Take Your Relationships To The Next Level

photo-of-heartshaped-glasses-on-the-beach-picture-id915689078 Take Your Relationships To The Next Level

When a person wants to reach the next level in their life, when they want to understand the truths -- the principles that actually produce in them a new kind of freedom -- they have to know where to look for it.

From micro to macro, you can discover that the whole universe is based on cycles and that these cycles run through our lives, determining our relationships with each other. And yet, there is something -- which we will call Love -- that contains these cycles… and it is right inside of us.

Once we recognize Love's existence and understand where it dwells, we can begin to intuit that we are all connected in an incredible living web through which we are meant to experience ourselves and learn from one another.

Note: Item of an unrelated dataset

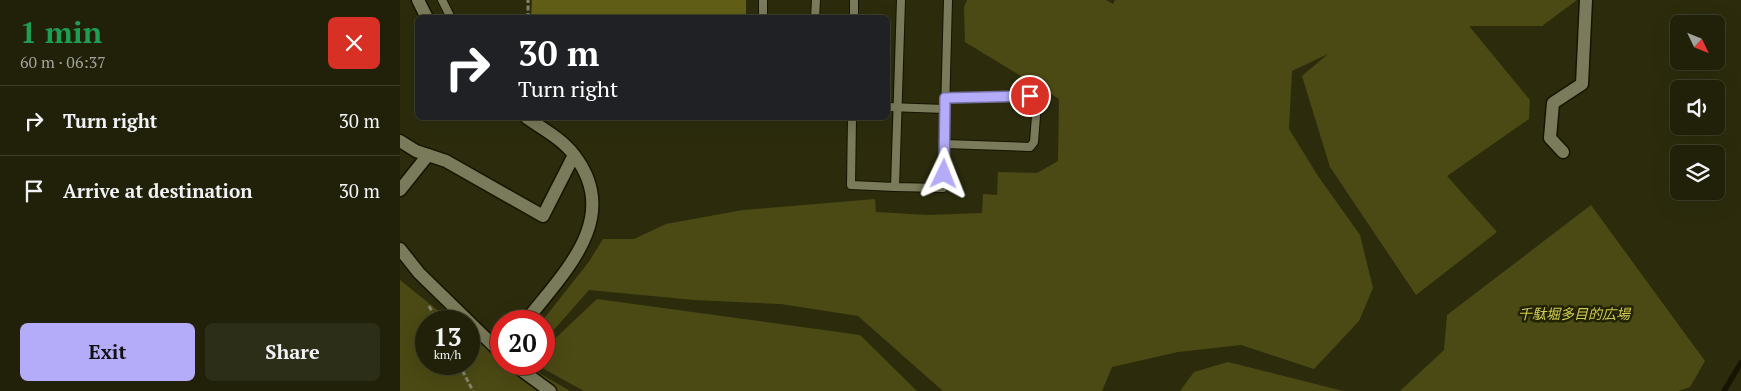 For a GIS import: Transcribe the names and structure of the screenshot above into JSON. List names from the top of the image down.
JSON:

Relationship is how Love expresses itself in this universe. Relationship serves to express both the conditions under which we learn as well as those conditions that deliver us to the lessons we have to learn.

The truths that free us actually set up the conditions from which we need to be rescued for the purpose of showing us that the Truth goes before us and has always been there. So that rather than this maze of experiences we don’t understand that we try to solve or overcome, the process changes. Instead of being an externally oriented human being, we begin to become internally oriented. We understand that the order of relationship that exists for the purpose of our life itself waits for us to go to it -- waits for us to understand that the relationship we have to have first and foremost isn’t the one that our mind and feelings tell us we have to have, but that pre-exists inside of us.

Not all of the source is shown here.